É com esta imagem que a poeta fluminense Bruna Beber (1984) fala sobre os processos que atravessam seu livro mais recente, Ladainha (Record). Mas parece cedo para falar disso: Bruna lança a obra hoje (20), na livraria Taperá Taperá (Av. São Luís, 187 - loja 29 - São Paulo), a partir das 18h. No dia 27 de junho, o lançamento ocorre no Rio de Janeiro, na Livraria da Travessa de Botafogo (Rua Voluntários da Pátria, 97), também às 19h.

Mesmo cedo, conversamos com a autora sobre Ladainha e, no diálogo abaixo, ela deixa claro como a obra tem marcas diferentes se comparada com seus outros quatro livros de poesia.
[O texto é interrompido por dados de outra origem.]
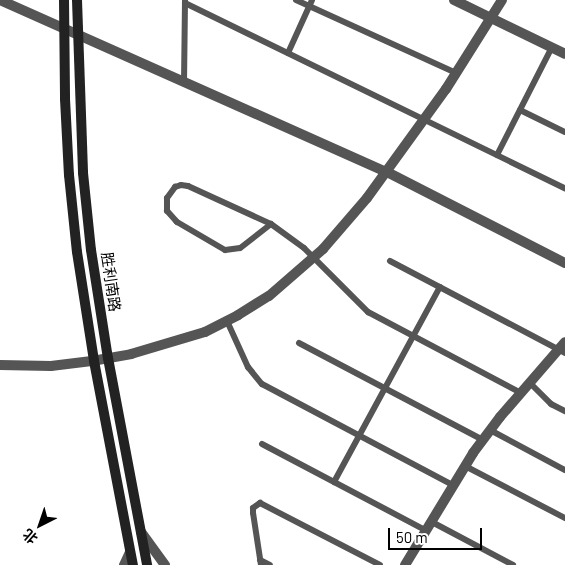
<!DOCTYPE html>
<meta charset="utf-8">
<style>
body{margin:0}
#map{position:relative;width:565px;height:565px;overflow:hidden;background:#fff;font-family:Barlow,"Noto Sans SC",sans-serif}
div>[style]{position:absolute}
.service>*{height:6px;margin:-3px;padding:0 3px;transform-origin:3px;border-radius:3px;background:#555}
.minor>*{height:10px;margin:-5px;padding:0 5px;transform-origin:5px;border-radius:5px;background:#555}
.tertiary>*{height:10px;margin:-5px;padding:0 5px;transform-origin:5px;border-radius:5px;background:#555}
.secondary>*{height:10px;margin:-5px;padding:0 5px;transform-origin:5px;border-radius:5px;background:#222}
span{translate:-50% -50%;white-space:nowrap;text-align:center;line-height:1.15;-webkit-text-stroke:4px #fff;paint-order:stroke}
.street-label{font-size:15px;color:#000}
.north{position:absolute;left:15px;top:500px;width:50px;height:50px;-webkit-text-stroke:4px #fff;paint-order:stroke;rotate:221deg;font-size:14px;font-weight:700;line-height:20px;text-align:center;color:#000}
.north::after{content:'';display:block;margin:auto;width:18px;height:22px;background:#000;clip-path:polygon(50% 0,100% 100%,50% 72%,0 100%)}
.scale{position:absolute;left:388px;top:528px;width:94px;height:22px;box-sizing:border-box;border:2px solid #000;border-top:0;padding-left:6px;font-size:15px;line-height:18px;white-space:nowrap;color:#000;-webkit-text-stroke:4px #fff;paint-order:stroke}
</style>
<div id="map">
<div class="service">
<div style="left:296px;top:0;width:176px;rotate:24.5deg"></div>
<div style="left:185px;top:3px;width:423px;rotate:26deg"></div>
<div style="left:288px;top:53px;width:58px;rotate:-65.6deg"></div>
<div style="left:184px;top:83px;width:83px;rotate:-89.3deg"></div>
<div style="left:520px;top:110px;width:50px;rotate:26.1deg"></div>
<div style="left:497px;top:155px;width:121px;rotate:-63deg"></div>
<div style="left:271px;top:224px;width:39px;rotate:142deg"></div>
<div style="left:240px;top:248px;width:15px;rotate:172deg"></div>
<div style="left:225px;top:250px;width:56px;rotate:-149.7deg"></div>
<div style="left:177px;top:222px;width:15px;rotate:-132deg"></div>
<div style="left:167px;top:211px;width:13px;rotate:-90deg"></div>
<div style="left:167px;top:198px;width:14px;rotate:-54deg"></div>
<div style="left:175px;top:187px;width:6px;rotate:-18deg"></div>
<div style="left:181px;top:185px;width:7px;rotate:8deg"></div>
<div style="left:188px;top:186px;width:91px;rotate:24.6deg"></div>
<div style="left:271px;top:224px;width:41px;rotate:36deg"></div>
<div style="left:304px;top:248px;width:91px;rotate:45deg"></div>
<div style="left:368px;top:312px;width:173px;rotate:27.9deg"></div>
<div style="left:390px;top:261px;width:198px;rotate:27.7deg"></div>
<div style="left:227px;top:321px;width:51px;rotate:65.5deg"></div>
<div style="left:248px;top:367px;width:22px;rotate:51deg"></div>
<div style="left:262px;top:384px;width:216px;rotate:27.9deg"></div>
<div style="left:299px;top:343px;width:208px;rotate:27.8deg"></div>
<div style="left:530px;top:383px;width:30px;rotate:45deg"></div>
<div style="left:551px;top:404px;width:16px;rotate:27deg"></div>
<div style="left:490px;top:430px;width:85px;rotate:28.1deg"></div>
<div style="left:262px;top:444px;width:184px;rotate:27.8deg"></div>
<div style="left:465px;top:466px;width:113px;rotate:27.5deg"></div>
<div style="left:334px;top:482px;width:222px;rotate:-61.5deg"></div>
<div style="left:430px;top:521px;width:94px;rotate:27.9deg"></div>
<div style="left:260px;top:560px;width:11px;rotate:27deg"></div>
<div style="left:261px;top:565px;width:53px;rotate:-98.7deg"></div>
<div style="left:253px;top:513px;width:5px;rotate:-90deg"></div>
<div style="left:253px;top:508px;width:9px;rotate:-36deg"></div>
<div style="left:260px;top:503px;width:135px;rotate:27.3deg"></div>
</div>
<div class="minor">
<div style="left:454px;top:0;width:123px;rotate:25.9deg"></div>
<div style="left:405px;top:565px;width:131px;rotate:-58.7deg"></div>
<div style="left:473px;top:453px;width:45px;rotate:-53.1deg"></div>
<div style="left:500px;top:417px;width:99px;rotate:-49.1deg"></div>
</div>
<div class="tertiary">
<div style="left:0;top:0;width:424px;rotate:24deg"></div>
<div style="left:387px;top:172px;width:200px;rotate:27.1deg"></div>
<div style="left:0;top:365px;width:51px;rotate:1.1deg"></div>
<div style="left:51px;top:366px;width:41px;rotate:-7deg"></div>
<div style="left:92px;top:361px;width:40px;rotate:-10deg"></div>
<div style="left:131px;top:354px;width:77px;rotate:-16.6deg"></div>
<div style="left:205px;top:332px;width:37px;rotate:-27deg"></div>
<div style="left:238px;top:315px;width:36px;rotate:-32deg"></div>
<div style="left:269px;top:296px;width:72px;rotate:-41deg"></div>
<div style="left:323px;top:249px;width:67px;rotate:-49.2deg"></div>
<div style="left:367px;top:198px;width:135px;rotate:-54.1deg"></div>
<div style="left:446px;top:89px;width:105px;rotate:-57.8deg"></div>
<div style="left:141px;top:532px;width:41px;rotate:54deg"></div>
<div style="left:124px;top:565px;width:14px;rotate:-65deg"></div>
</div>
<div class="secondary">
<div style="left:64px;top:0;width:99px;rotate:89.4deg"></div>
<div style="left:65px;top:99px;width:76px;rotate:87deg"></div>
<div style="left:69px;top:175px;width:77px;rotate:84.1deg"></div>
<div style="left:77px;top:252px;width:110px;rotate:81.1deg"></div>
<div style="left:94px;top:361px;width:208px;rotate:79.2deg"></div>
<div style="left:77px;top:0;width:173px;rotate:88deg"></div>
<div style="left:83px;top:173px;width:77px;rotate:84.1deg"></div>
<div style="left:91px;top:250px;width:109px;rotate:81.1deg"></div>
<div style="left:108px;top:358px;width:211px;rotate:79.3deg"></div>
</div>
<div class="street-label">
<span style="left:111px;top:282px;rotate:82deg">胜利南路</span>
</div>
<div class="north">北</div>
<div class="scale">50 m</div>
</div>
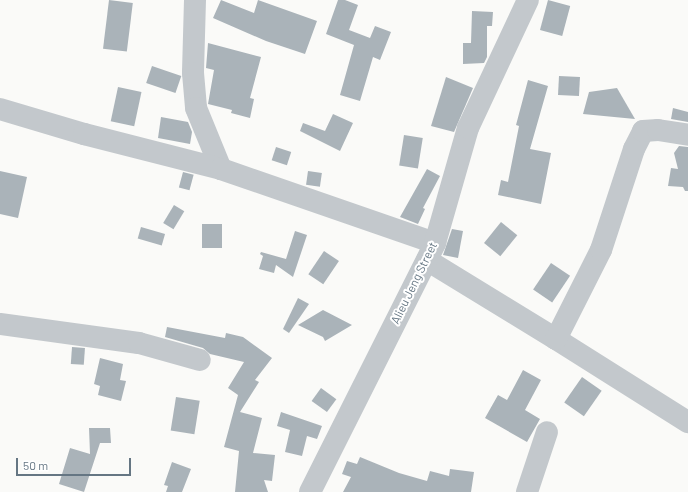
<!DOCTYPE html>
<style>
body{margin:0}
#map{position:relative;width:688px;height:492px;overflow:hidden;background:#fafaf8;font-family:Barlow,sans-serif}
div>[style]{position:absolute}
.building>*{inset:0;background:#aab3b9;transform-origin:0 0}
.minor>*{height:22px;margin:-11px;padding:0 11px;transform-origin:11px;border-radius:11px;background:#c3c8cc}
span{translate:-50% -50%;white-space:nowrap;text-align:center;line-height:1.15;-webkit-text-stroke:4px #fff;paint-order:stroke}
.street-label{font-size:12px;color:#657683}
.scale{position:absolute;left:16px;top:458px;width:115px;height:18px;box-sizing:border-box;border:2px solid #657683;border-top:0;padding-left:5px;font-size:12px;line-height:14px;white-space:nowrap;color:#657683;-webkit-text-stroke:3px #fff;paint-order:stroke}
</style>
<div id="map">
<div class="building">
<i style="left:109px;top:0;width:24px;height:49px;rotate:7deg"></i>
<i style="clip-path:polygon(221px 0,254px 13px,258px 0,317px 21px,305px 54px,266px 41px,213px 18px)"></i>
<i style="clip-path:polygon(338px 0,345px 0,358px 5px,349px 30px,370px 38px,375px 26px,391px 32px,380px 60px,373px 57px,360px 101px,340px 95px,354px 45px,326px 34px)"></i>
<i style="left:548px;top:0;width:23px;height:31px;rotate:15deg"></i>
<i style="clip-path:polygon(472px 11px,493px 12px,492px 26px,487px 26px,487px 57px,484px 63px,463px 64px,463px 43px,471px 43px)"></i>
<i style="clip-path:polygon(208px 43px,261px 57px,250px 98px,254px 99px,250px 118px,231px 113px,232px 110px,208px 104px,214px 70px,206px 68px)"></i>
<i style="left:152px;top:66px;width:31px;height:18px;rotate:19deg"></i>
<i style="left:559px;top:76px;width:21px;height:19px;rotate:3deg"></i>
<i style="clip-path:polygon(446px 77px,473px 88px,454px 132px,431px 126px)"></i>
<i style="clip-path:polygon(528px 80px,548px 86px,530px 149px,551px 153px,541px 204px,498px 195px,501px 180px,508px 182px,519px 126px,516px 125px)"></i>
<i style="left:118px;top:87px;width:24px;height:35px;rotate:12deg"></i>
<i style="clip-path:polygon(617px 88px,635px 119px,583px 114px,589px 92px)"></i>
<i style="clip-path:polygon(673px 108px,688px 112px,688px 122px,671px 119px)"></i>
<i style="clip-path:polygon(333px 114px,353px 123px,340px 151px,300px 131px,303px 123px,325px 131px)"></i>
<i style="clip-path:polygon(161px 117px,188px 122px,192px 132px,190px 144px,158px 138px)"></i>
<i style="left:404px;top:135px;width:19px;height:31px;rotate:9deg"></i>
<i style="clip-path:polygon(679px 146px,688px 147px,688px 191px,685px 191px,683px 187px,668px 186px,671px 168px,678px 169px,674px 153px)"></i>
<i style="left:276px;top:147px;width:16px;height:14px;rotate:18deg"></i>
<i style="clip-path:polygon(427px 169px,440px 176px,423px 208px,425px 209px,418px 224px,400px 217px)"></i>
<i style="clip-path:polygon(0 171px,27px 177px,18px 218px,0 214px)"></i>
<i style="left:308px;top:171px;width:14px;height:14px;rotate:8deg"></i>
<i style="left:183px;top:172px;width:11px;height:16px;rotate:15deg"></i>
<i style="left:174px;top:205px;width:12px;height:21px;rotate:31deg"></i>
<i style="left:501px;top:222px;width:21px;height:27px;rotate:39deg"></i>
<i style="left:202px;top:224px;width:20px;height:24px"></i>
<i style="left:141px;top:227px;width:25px;height:12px;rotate:16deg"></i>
<i style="clip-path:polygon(452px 229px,463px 231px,458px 258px,443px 255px)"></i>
<i style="clip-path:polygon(295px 231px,307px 235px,293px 277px,276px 265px,274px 273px,259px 269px,263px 256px,260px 254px,261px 252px,286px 259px)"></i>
<i style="left:324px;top:251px;width:18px;height:28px;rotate:34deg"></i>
<i style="left:551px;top:263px;width:23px;height:32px;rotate:34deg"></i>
<i style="clip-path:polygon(298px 298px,309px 304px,289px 333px,283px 329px)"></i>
<i style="clip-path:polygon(323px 310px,352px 325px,325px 341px,323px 337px,298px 325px)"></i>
<i style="clip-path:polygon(167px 327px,225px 338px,226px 333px,243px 337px,272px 358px,255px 380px,259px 382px,240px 412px,262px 418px,253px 453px,275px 455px,272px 481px,264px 480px,268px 492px,235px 492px,239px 451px,224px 447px,238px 395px,228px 388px,244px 362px,210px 354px,203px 348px,165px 337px)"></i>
<i style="left:72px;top:347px;width:13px;height:17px;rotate:4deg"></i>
<i style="clip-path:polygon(100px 358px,123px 364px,120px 380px,126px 381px,121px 401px,98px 395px,100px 386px,94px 384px)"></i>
<i style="clip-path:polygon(523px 370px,541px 380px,525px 410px,540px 419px,527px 442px,485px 418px,498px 395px,507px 400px)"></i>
<i style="left:582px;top:377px;width:24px;height:31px;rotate:35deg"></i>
<i style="left:321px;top:388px;width:19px;height:16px;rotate:36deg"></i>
<i style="left:176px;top:397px;width:24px;height:34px;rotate:9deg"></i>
<i style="clip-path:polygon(281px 412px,322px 426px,317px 439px,307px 436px,302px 456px,285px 452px,290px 430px,277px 426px)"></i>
<i style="clip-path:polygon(89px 428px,110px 428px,111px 443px,100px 443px,84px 492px,59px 484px,70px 448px,90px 454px)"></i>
<i style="clip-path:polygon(360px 457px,399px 473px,427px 481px,430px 471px,449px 476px,450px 469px,474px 472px,471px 492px,343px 492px,351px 477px,342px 474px,347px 461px,357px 464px)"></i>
<i style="clip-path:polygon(172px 462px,191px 469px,182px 492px,166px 492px,168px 486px,164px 485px)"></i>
</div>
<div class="minor">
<i style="left:195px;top:0;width:73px;rotate:91.6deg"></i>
<i style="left:193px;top:73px;width:35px;rotate:85deg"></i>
<i style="left:196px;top:108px;width:66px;rotate:67.7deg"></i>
<i style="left:0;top:109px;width:88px;rotate:16.6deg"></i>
<i style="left:84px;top:134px;width:141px;rotate:14.3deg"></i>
<i style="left:221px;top:169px;width:226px;rotate:19.1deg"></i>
<i style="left:427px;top:260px;width:151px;rotate:31.5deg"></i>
<i style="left:556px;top:339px;width:156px;rotate:32.2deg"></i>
<i style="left:0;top:324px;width:140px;rotate:7.8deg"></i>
<i style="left:139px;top:343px;width:63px;rotate:15.6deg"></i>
<i style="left:556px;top:339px;width:100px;rotate:-63.2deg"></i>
<i style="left:601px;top:250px;width:106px;rotate:-71.9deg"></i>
<i style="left:634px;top:149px;width:20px;rotate:-63deg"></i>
<i style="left:643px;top:131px;width:15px;rotate:-4deg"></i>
<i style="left:658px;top:130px;width:30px;rotate:9deg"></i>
<i style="left:310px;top:492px;width:279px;rotate:-63.3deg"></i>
<i style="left:435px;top:243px;width:120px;rotate:-74deg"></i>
<i style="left:468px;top:128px;width:141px;rotate:-64.9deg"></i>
<i style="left:527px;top:492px;width:63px;rotate:-71.6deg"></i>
</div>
<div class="street-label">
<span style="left:414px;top:283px;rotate:-64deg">Alieu Jeng Street</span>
</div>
<div class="scale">50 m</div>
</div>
Se seus primeiros livros falavam muito sobre o tempo presente e o penúltimo, sobre o passado, em Ladainha ela diz deixar o futuro de lado e investir em "tempos novos, alheios, subtempos, contratempos, uma presença espessa de definição ressignificada".

Nesta conversa com o Pernambuco, Bruna Beber também explora sua relação com a palavra, com o áudio dos poemas (disponíveis em seu site), com sua produção em outras formas artísticas (escultura, sons, fotografia).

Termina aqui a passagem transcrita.